[Numpy-discussion] Efficient reading of binary data

Nicolas Bigaouette nbigaouette at gmail.com
Thu Apr 3 20:14:57 EDT 2008


2008/4/3, Robert Kern <robert.kern at gmail.com>:
>
> On Thu, Apr 3, 2008 at 6:53 PM, Nicolas Bigaouette
> <nbigaouette at gmail.com> wrote:
> > Thanx for the fast response Robert ;)
> >
> > I changed my code to use the slice:
> >  E = data[6::9]It is indeed faster and less eat less memory. Great.
> >
> > Thanx for the endiannes! I knew there was something like this ;) I
> suspect
> > that, in '>f8', "f" means float and "8" means 8 bytes?
>
>
> Yes, and the '>' means big-endian. '<' is little-endian, and '=' is
> native-endian.


I just tested it with a big-endian machine, it does work indeed great :)

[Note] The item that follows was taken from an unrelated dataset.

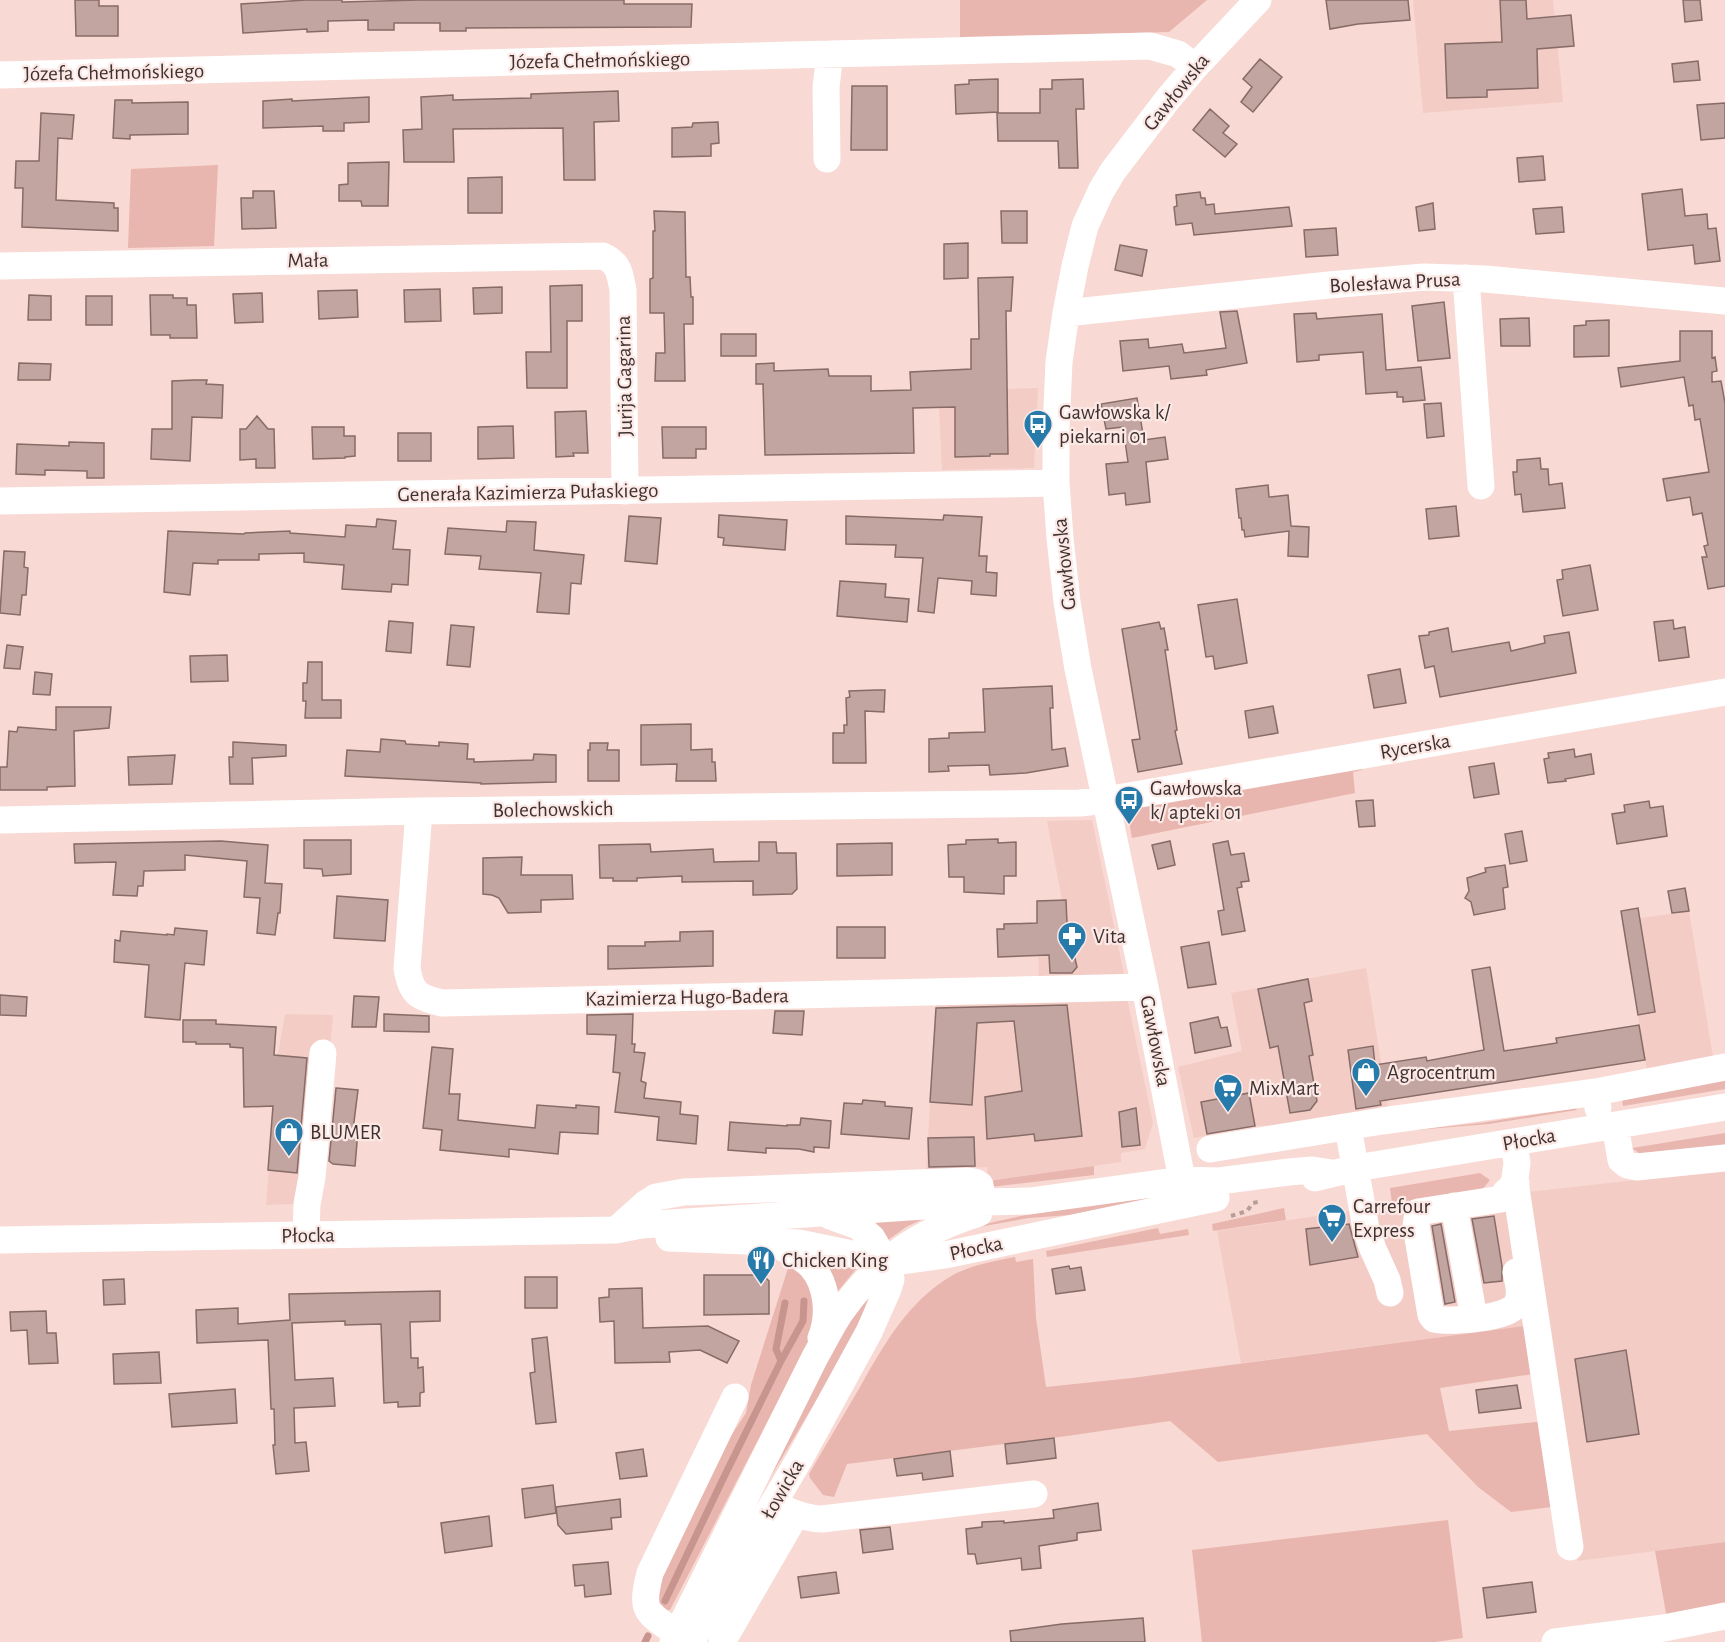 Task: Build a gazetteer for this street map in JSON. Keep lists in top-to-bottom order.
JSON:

> From some benchmarks, I see that the slowest thing is disk access. It can
> > slow the displaying of data from around 1sec (when data is in os cache
> or
> > buffer) to 8sec.
> >
> > So the next step would be to only read the needed data from the binary
> > file... Is it possible to read from a file with a slice? So instead of:
> >
> > data = numpy.fromfile(file=f, dtype=float_dtype, count=9*Stot)
> > E = data[6::9]
> > maybe something like:
> > E = numpy.fromfile(file=f, dtype=float_dtype, count=9*Stot, slice=6::9)
>
>
> Instead of reading using fromfile(), you can try memory-mapping the array.
>
>   from numpy import memmap
>   E = memmap(f, dtype=float_dtype, mode='r')[6::9]
>
> That may or may not help. At least, it should decrease the latency
> before you start pulling out frames.
>
> It did not worked out of the box (memmap() takes the filename and not a
file handler) but anyway, its getting late.